Getting Old

Friday 9th December

One of the things we know from when we are very young is that one day we will be old, if we don’t die before then of course.  But we really don’t like to think about it that much, even when we see on the telly old people sick in Hospital, or shuffling slowly along as we rush to catch that bus.  A bit like smokers who though they know that the cigarettes may well be killing them, manage to push all the gory packaging to the back of their minds as they relentlessly puff away.  And so we push the idea of getting old further and further to the back of our minds; oh yes, it will happen someday but not for a few years yet.

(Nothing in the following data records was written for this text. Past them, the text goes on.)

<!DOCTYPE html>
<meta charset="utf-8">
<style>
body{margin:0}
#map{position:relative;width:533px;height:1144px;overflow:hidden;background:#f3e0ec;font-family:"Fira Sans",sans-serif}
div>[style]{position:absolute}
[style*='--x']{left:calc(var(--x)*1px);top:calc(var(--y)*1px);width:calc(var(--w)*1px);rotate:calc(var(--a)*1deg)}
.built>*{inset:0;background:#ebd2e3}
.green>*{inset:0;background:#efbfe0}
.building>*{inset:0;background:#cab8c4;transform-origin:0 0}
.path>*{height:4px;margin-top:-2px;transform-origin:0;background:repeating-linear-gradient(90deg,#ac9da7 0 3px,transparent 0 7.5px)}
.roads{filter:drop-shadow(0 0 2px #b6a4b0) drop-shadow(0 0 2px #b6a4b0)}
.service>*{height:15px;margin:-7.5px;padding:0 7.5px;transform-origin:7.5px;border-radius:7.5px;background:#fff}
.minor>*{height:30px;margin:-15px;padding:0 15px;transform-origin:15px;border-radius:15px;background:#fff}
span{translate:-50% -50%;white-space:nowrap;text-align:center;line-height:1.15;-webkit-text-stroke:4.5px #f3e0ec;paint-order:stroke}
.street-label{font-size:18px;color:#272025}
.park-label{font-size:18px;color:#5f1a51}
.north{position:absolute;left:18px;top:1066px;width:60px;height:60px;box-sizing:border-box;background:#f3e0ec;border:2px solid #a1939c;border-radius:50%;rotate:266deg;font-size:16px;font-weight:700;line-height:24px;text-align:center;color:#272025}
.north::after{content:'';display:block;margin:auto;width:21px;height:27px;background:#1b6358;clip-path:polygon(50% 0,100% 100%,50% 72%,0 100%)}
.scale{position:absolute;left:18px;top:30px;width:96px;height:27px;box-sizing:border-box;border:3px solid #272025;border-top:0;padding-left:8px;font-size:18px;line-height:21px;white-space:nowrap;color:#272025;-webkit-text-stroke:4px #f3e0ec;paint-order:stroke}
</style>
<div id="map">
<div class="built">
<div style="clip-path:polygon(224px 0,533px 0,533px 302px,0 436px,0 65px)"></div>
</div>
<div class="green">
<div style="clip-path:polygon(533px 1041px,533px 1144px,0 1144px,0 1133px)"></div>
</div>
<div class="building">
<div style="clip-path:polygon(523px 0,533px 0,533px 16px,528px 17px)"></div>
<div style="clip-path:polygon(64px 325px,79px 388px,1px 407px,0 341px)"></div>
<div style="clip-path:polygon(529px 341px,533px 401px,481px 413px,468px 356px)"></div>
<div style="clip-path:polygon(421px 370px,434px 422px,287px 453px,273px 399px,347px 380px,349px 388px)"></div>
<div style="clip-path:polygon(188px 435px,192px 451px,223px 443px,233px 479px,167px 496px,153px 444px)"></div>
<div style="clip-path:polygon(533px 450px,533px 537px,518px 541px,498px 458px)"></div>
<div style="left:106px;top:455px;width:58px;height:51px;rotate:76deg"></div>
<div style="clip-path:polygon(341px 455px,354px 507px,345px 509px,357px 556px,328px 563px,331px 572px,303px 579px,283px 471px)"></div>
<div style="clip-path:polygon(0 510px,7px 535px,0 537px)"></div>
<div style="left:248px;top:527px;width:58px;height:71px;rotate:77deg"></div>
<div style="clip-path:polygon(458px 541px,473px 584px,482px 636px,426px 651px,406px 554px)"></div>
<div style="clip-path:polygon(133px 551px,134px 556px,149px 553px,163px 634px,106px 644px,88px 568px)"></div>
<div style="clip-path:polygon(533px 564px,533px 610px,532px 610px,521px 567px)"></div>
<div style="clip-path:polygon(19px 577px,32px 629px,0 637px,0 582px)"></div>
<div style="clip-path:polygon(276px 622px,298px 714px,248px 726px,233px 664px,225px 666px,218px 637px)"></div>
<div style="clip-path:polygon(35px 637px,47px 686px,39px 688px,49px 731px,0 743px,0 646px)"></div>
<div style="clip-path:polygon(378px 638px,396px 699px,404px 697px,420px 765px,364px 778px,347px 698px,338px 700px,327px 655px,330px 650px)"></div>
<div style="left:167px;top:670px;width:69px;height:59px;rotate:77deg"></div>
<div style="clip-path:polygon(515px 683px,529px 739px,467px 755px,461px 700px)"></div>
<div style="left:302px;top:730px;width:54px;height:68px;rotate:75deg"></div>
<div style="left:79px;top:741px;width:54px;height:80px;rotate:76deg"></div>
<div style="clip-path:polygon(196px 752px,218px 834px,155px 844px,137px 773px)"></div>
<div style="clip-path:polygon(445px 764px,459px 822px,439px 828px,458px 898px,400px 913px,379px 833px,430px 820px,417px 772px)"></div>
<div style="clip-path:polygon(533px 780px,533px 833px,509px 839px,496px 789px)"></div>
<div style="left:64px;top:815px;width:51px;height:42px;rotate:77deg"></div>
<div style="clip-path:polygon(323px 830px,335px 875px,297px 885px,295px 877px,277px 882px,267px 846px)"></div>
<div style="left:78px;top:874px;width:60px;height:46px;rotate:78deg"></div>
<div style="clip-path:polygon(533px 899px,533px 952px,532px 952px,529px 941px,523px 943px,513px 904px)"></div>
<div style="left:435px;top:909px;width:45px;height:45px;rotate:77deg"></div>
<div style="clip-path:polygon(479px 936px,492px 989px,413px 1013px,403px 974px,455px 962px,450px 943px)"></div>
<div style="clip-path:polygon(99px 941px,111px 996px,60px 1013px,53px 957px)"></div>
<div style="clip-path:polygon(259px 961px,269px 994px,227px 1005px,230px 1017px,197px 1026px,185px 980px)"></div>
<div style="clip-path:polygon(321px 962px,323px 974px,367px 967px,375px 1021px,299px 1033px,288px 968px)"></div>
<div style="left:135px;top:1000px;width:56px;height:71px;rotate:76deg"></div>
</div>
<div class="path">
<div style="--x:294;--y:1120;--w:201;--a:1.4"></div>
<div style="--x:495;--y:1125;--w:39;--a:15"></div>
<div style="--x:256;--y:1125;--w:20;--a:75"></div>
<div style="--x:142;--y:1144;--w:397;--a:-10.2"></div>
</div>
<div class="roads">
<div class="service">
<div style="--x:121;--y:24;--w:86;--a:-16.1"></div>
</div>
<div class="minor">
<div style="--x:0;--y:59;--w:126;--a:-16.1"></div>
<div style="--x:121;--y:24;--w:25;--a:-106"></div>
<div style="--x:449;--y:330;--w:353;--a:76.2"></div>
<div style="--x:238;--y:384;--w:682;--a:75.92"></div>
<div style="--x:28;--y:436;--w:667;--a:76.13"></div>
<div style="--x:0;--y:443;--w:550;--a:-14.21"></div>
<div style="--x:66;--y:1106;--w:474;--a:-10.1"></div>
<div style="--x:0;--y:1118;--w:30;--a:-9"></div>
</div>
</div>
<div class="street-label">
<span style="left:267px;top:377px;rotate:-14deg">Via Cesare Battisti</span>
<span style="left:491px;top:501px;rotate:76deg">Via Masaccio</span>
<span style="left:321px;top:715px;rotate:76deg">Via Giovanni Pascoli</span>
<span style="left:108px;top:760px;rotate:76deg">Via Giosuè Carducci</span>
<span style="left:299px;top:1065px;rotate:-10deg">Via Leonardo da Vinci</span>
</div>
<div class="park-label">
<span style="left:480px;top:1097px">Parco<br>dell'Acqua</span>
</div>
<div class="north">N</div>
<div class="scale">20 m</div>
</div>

I can remember as a child that anyone over retirement was definitely old, and even people in their fifties donned the clothes of the old, behaved as if they were old, and actually became old – despite their relatively young years.  But being ‘young’ has become a religion, we worship youth and do everything including surgery to stay looking young.  As if we are ashamed to admit that we might be getting on a bit we cling to the idea that we are still young.  “Why, I don’t feel any different than when I was forty” we hear ourselves saying.  But it is a lie.  The body, although pampered like never before, is ageing.  But we are persuaded that nothing is now off-limits for us ‘oldies’; parachute jumps, marathons, line dancing – you name it, nothing is impossible.   And somehow if you aren’t up and dancing, or cycling miles each day, or just pretending that you don’t ‘ache in the places where you used to play’, as Leonard sung so wonderfully, then you are in danger of becoming old.

And so we smile and when people ask how are we “Ca va?” we reply automatically “Tres bein, merci.”   We are afraid to admit that we might be getting old and feeling it a bit, the worst sin in this golden age of eternal youth.